Il presidente della Confindustria, Giorgio Squinzi, ha lanciato ieri un appello al governo, affinché adotti subito un decreto legge per sbloccare almeno 48 miliardi di crediti vantati dalle imprese verso la Pubblica Amministrazione. Secondo il leader degli industriali, un tale provvedimento avrebbe un effetto dirompente sull’economia del Paese, perché l’immissione di tale liquidità porterebbe a un aumento degli investimenti, quantificato in un +13% per i prossimi cinque anni, mentre il pil ne risentirebbe positivamente, crescendo dell’1% all’anno per i primi tre anni (+16 miliardi annui), toccando anche un probabile +1,5% nel 2018. In termini di occupazione, lo sblocco varrebbe ben 250 mila posti di lavoro in più, pari a oltre l’1% della forza lavoro complessiva.
Sono dati su cui riflettere, che Squinzi invita a prendere in considerazione, specie dopo che qualche giorno fa è arrivato il via libera di Bruxelles sullo sblocco dei debiti dello stato italiano verso le imprese.

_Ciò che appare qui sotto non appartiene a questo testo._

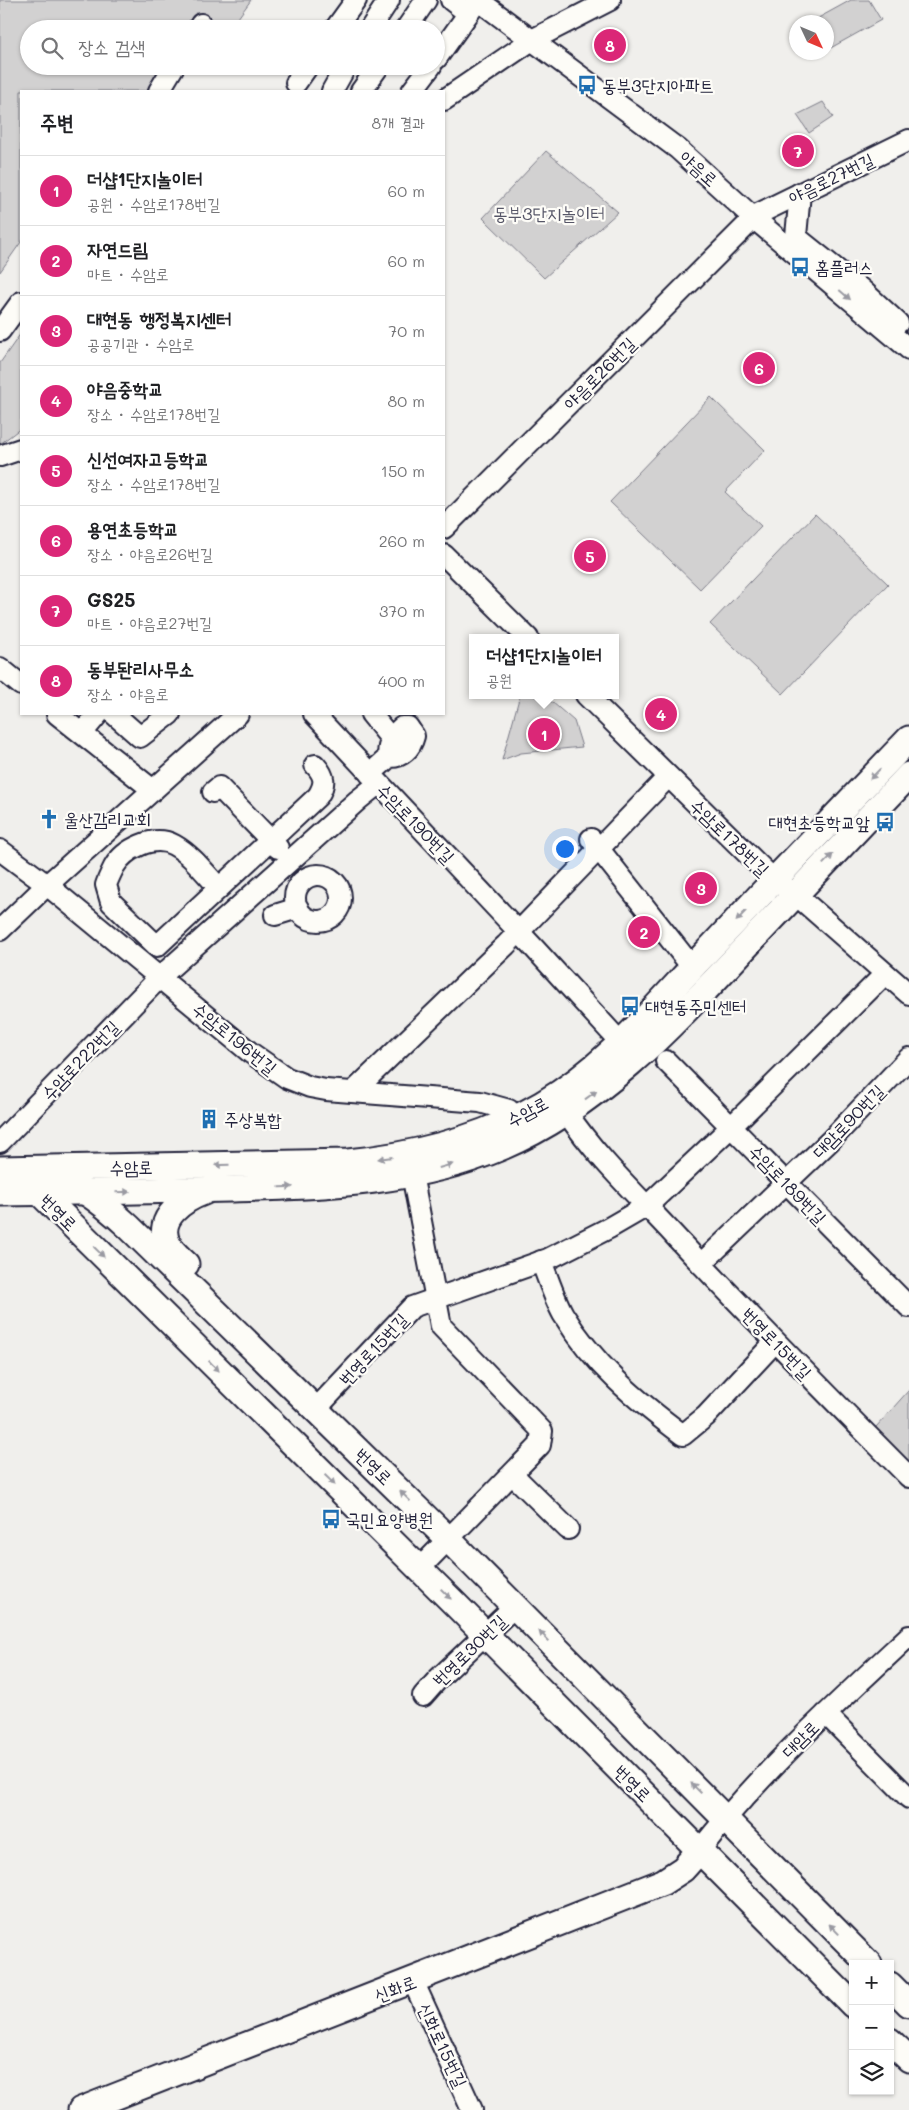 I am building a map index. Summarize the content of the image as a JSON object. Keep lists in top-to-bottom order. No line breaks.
{"streets":{"main road":["수암로","번영로","신화로"],"street":["야음로","야음로27번길","야음로26번길","수암로190번길","수암로178번길","수암로196번길","수암로222번길","대암로90번길","수암로189번길","번영로15번길","번영로30번길","대암로","신화로15번길"]},"crossings":[["야음로","야음로27번길"],["야음로","야음로26번길"],["야음로27번길","야음로26번길"],["수암로190번길","수암로222번길"],["수암로190번길","수암로"],["수암로178번길","수암로"],["수암로196번길","수암로222번길"],["수암로196번길","수암로"],["수암로","수암로189번길"],["수암로","번영로"],["수암로","번영로15번길"],["대암로90번길","수암로189번길"],["대암로90번길","번영로15번길"],["수암로189번길","번영로15번길"],["번영로","번영로15번길"],["번영로","번영로30번길"],["번영로","대암로"],["번영로","신화로"],["대암로","신화로"],["신화로","신화로15번길"]],"parks":["동부3단지놀이터"],"places":{"bus stop":["동부3단지아파트","홈플러스","대현초등학교앞","대현동주민센터","국민요양병원"],"church":["울산감리교회"],"building":["주상복합"]},"north":"bottom right","page":{"search":"장소 검색","pins":["8","7","6","5","4","1","3","2"],"heading":["주변","8개 결과"],"list":[{"mark":"1","name":"더샵1단지놀이터","note":"공원 · 수암로178번길","value":"60 m"},{"mark":"2","name":"자연드림","note":"마트 · 수암로","value":"60 m"},{"mark":"3","name":"대현동 행정복지센터","note":"공공기관 · 수암로","value":"70 m"},{"mark":"4","name":"야음중학교","note":"장소 · 수암로178번길","value":"80 m"},{"mark":"5","name":"신선여자고등학교","note":"장소 · 수암로178번길","value":"150 m"},{"mark":"6","name":"용연초등학교","note":"장소 · 야음로26번길","value":"260 m"},{"mark":"7","name":"GS25","note":"마트 · 야음로27번길","value":"370 m"},{"mark":"8","name":"동부돤리사무소","note":"장소 · 야음로","value":"400 m"}],"popup":["더샵1단지놀이터","공원"],"map_buttons":["+","−"]}} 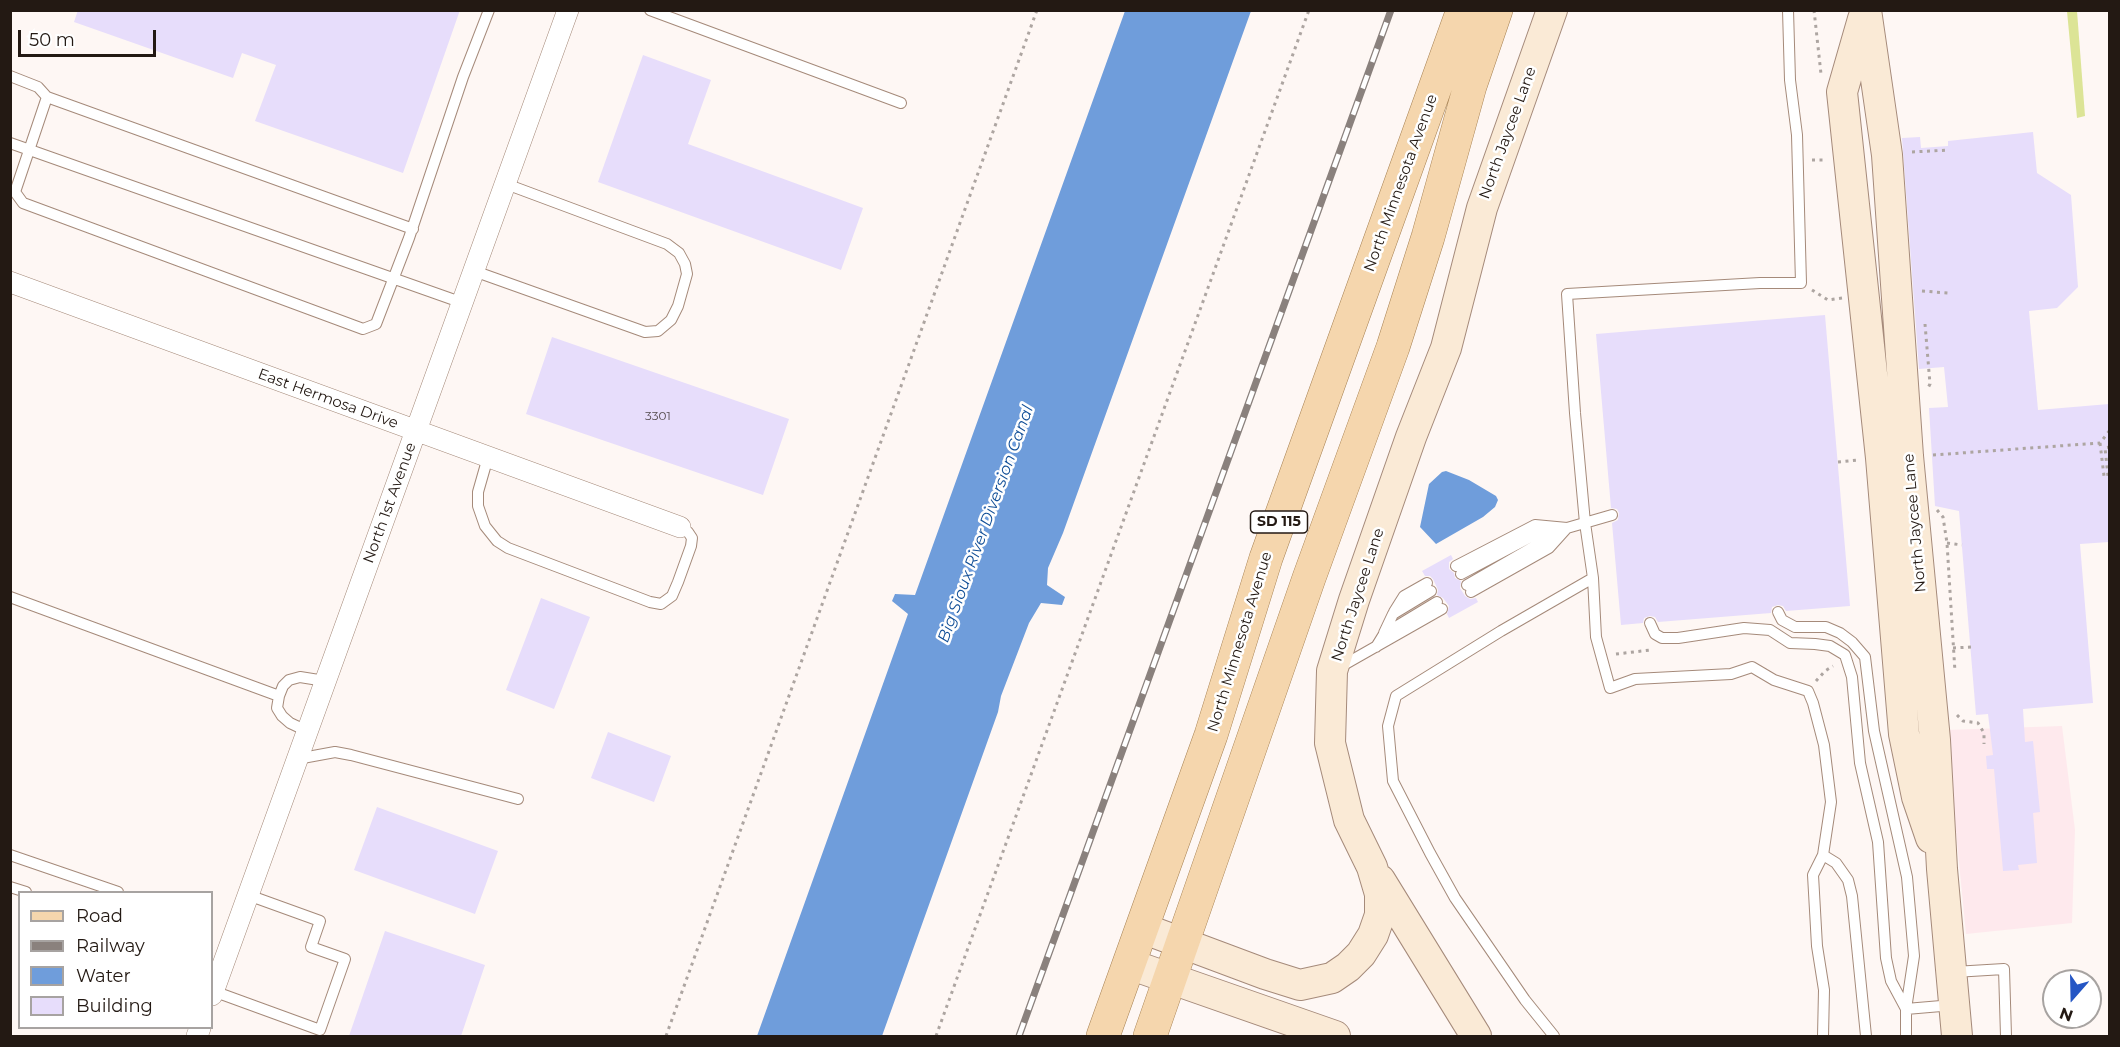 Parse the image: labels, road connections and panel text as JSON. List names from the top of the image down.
{
  "streets": {
    "main road": ["North Jaycee Lane", "North Minnesota Avenue", "SD 115"],
    "street": ["East Hermosa Drive", "North 1st Avenue"]
  },
  "crossings": [
    ["North Jaycee Lane", "North Minnesota Avenue"],
    ["North Jaycee Lane", "SD 115"],
    ["East Hermosa Drive", "North 1st Avenue"]
  ],
  "water": ["Big Sioux River Diversion Canal"],
  "house_numbers": ["3301"],
  "legend": [
    "Road",
    "Railway",
    "Water",
    "Building"
  ],
  "scale_bar": "50 m",
  "north": "bottom"
}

E dire che i 48 miliardi di cui parla Squinzi non sarebbero nemmeno tutti i crediti vantati dalle imprese italiane verso lo stato e gli enti locali. Essi ammonterebbero, secondo le stime più recenti, a non meno di 70 miliardi, ossia circa il 4,4% del pil, di cui solo una decina sarebbe nei confronti degli enti locali.
Il problema è dove reperire le risorse per effettuare i pagamenti. L’ipotesi lanciata da tempo dal ministro dell’Economia, Vittorio Grilli, sarebbe l’emissione di titoli di stato. Certo, una misura che implicherebbe una maggiore pressione sul fronte dei collocamenti dei nostri bond, ma vie alternative non se ne intravedono, compresa l’idea di fare ricorso alla Cdp, che essendo un soggetto privato, spiega il ministro, non potrebbe essere impiegato per pagare debiti che non sarebbero i suoi.